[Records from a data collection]
--------------------

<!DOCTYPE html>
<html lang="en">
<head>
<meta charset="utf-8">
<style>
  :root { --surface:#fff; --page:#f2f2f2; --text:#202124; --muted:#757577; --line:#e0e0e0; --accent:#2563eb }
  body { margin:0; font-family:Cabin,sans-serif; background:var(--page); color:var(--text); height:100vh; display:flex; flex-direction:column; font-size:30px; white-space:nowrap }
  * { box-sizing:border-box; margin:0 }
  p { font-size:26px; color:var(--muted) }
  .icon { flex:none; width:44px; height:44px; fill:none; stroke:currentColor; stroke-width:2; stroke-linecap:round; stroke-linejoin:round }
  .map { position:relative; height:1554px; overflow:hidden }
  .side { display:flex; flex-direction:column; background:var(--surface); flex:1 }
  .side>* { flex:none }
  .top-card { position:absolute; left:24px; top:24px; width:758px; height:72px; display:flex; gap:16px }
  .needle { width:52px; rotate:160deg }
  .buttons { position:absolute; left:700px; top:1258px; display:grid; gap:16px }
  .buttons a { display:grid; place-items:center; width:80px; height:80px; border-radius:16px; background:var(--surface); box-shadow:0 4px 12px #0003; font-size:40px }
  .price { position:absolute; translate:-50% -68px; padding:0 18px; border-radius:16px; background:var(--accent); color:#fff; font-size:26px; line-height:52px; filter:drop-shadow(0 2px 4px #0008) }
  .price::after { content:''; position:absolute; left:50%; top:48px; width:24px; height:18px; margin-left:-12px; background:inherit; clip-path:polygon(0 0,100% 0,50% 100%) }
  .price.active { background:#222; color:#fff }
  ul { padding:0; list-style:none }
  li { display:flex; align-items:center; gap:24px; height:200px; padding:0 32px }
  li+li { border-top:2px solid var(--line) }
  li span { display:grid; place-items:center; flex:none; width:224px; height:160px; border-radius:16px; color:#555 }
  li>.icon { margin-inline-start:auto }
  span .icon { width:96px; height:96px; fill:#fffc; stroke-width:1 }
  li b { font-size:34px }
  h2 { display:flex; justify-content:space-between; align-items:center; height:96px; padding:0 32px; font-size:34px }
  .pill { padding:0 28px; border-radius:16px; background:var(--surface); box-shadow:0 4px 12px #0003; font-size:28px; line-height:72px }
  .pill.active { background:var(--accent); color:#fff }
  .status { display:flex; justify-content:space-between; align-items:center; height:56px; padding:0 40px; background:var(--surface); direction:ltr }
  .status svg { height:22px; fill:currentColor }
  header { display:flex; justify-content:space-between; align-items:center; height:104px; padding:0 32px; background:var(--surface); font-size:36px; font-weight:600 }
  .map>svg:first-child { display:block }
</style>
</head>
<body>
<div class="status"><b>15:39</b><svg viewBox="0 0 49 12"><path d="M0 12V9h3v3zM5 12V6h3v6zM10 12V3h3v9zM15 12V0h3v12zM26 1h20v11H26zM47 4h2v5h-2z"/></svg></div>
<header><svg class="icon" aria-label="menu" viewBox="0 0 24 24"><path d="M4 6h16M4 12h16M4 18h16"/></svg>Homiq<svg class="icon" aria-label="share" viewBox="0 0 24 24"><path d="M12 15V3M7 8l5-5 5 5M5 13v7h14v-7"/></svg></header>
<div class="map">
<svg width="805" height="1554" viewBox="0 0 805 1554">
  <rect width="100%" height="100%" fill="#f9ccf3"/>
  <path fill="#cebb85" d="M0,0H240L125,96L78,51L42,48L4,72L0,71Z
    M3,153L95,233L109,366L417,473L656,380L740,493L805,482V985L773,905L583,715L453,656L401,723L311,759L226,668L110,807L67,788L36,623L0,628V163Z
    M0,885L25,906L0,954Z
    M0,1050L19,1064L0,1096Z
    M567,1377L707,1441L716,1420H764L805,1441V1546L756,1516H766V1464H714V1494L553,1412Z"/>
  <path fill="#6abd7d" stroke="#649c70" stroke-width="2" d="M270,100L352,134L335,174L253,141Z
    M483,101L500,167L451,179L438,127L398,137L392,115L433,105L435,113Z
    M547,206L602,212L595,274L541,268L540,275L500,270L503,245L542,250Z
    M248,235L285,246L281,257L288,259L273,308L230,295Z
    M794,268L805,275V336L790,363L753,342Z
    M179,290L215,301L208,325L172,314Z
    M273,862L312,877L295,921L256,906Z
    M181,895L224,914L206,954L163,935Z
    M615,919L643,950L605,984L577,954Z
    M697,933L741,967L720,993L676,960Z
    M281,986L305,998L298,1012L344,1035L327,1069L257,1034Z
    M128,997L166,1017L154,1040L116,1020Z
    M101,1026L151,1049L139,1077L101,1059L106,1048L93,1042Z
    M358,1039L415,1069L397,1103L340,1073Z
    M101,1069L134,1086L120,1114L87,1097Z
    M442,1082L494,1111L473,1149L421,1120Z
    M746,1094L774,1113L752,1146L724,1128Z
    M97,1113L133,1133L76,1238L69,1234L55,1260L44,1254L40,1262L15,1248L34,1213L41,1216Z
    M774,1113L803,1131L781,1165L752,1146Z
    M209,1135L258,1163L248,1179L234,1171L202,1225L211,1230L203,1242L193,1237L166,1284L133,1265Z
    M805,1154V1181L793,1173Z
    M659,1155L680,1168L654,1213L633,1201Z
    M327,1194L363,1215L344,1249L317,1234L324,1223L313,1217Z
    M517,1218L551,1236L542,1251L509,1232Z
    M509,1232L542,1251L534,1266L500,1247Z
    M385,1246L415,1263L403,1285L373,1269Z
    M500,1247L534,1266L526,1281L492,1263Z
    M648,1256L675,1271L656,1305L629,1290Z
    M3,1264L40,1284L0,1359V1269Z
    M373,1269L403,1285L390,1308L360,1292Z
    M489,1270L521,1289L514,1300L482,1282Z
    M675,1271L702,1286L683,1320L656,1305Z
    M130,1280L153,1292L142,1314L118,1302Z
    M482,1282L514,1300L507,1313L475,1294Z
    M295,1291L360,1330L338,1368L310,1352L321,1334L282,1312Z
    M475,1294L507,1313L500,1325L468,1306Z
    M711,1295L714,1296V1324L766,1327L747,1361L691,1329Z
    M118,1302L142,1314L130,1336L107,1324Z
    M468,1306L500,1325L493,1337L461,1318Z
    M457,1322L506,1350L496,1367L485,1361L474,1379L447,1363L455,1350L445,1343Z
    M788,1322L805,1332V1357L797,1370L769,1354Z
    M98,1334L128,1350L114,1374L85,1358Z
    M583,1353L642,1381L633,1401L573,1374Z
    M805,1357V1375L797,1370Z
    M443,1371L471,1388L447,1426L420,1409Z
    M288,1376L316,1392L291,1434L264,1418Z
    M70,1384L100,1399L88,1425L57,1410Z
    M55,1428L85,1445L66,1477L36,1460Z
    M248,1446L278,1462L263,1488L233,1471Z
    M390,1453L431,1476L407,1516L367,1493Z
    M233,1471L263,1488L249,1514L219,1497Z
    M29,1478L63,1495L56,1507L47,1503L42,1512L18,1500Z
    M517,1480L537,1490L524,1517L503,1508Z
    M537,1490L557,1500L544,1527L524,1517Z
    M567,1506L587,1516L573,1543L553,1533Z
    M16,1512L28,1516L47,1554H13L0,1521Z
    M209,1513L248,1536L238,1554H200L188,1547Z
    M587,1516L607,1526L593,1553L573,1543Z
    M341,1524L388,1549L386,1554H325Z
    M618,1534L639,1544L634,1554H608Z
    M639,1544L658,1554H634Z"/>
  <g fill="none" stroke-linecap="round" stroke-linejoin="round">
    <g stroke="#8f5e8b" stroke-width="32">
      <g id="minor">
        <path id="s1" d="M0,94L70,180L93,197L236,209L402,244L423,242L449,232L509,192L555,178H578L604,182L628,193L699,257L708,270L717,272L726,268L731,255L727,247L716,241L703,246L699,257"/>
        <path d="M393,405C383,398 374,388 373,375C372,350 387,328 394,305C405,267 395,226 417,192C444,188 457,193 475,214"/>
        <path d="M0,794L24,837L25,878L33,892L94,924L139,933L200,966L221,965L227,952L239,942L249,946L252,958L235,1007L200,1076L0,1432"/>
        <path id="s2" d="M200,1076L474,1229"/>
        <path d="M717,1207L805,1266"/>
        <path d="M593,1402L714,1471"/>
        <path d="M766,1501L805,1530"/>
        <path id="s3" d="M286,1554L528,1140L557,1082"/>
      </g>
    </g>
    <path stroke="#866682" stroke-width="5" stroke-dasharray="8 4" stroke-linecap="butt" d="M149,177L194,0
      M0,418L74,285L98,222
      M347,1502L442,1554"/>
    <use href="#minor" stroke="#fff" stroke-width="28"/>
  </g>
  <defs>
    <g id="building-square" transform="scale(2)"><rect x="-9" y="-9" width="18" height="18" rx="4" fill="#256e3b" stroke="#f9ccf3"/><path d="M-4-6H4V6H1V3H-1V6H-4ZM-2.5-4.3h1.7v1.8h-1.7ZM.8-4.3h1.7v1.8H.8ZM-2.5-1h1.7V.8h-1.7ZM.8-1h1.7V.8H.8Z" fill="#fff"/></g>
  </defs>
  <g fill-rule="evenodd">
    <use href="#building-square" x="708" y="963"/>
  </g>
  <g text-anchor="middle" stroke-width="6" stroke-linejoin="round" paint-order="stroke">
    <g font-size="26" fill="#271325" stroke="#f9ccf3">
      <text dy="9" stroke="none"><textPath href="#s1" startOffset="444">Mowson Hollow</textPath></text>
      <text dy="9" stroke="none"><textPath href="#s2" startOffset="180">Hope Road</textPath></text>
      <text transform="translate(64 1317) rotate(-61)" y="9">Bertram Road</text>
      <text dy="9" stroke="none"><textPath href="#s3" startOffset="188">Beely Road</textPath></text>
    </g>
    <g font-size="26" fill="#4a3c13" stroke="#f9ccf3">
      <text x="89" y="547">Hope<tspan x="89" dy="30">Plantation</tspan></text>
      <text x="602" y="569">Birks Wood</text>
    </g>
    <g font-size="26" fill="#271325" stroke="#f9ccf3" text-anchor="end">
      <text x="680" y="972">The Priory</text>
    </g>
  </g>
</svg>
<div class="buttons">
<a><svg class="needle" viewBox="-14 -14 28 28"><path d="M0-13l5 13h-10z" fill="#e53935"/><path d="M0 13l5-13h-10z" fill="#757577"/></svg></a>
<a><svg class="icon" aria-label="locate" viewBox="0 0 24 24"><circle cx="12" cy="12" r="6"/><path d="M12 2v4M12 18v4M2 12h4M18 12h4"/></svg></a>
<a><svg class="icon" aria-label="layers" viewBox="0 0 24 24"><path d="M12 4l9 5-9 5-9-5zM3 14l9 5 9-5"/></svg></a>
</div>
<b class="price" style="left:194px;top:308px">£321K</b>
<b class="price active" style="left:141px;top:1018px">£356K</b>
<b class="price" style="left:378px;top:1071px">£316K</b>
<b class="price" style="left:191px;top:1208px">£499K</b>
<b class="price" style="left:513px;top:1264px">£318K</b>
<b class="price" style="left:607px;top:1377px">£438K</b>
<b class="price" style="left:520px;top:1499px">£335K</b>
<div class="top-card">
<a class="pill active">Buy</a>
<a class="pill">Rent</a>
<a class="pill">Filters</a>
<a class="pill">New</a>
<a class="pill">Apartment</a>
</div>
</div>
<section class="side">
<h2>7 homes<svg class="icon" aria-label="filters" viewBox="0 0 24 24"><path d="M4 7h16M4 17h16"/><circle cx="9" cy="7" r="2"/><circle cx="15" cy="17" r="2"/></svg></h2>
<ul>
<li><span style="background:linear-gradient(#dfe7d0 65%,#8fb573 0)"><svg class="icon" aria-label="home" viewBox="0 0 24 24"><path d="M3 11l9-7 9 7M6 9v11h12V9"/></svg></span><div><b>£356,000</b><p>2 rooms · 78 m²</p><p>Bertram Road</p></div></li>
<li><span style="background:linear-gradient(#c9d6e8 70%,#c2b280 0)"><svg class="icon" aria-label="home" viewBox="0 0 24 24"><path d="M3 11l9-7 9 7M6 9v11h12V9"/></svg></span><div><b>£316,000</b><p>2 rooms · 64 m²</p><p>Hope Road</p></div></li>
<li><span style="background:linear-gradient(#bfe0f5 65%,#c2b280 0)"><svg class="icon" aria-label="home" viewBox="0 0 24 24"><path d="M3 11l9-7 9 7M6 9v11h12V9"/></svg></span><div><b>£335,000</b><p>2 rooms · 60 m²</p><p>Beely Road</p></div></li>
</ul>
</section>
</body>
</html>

--------------------

Exercise
Nothing but an exact copy of the lines from the start of the entries through the line containing "position:relative; height:1554px; overflow:hidden" belongs in the response.

Task response
<!DOCTYPE html>
<html lang="en">
<head>
<meta charset="utf-8">
<style>
  :root { --surface:#fff; --page:#f2f2f2; --text:#202124; --muted:#757577; --line:#e0e0e0; --accent:#2563eb }
  body { margin:0; font-family:Cabin,sans-serif; background:var(--page); color:var(--text); height:100vh; display:flex; flex-direction:column; font-size:30px; white-space:nowrap }
  * { box-sizing:border-box; margin:0 }
  p { font-size:26px; color:var(--muted) }
  .icon { flex:none; width:44px; height:44px; fill:none; stroke:currentColor; stroke-width:2; stroke-linecap:round; stroke-linejoin:round }
  .map { position:relative; height:1554px; overflow:hidden }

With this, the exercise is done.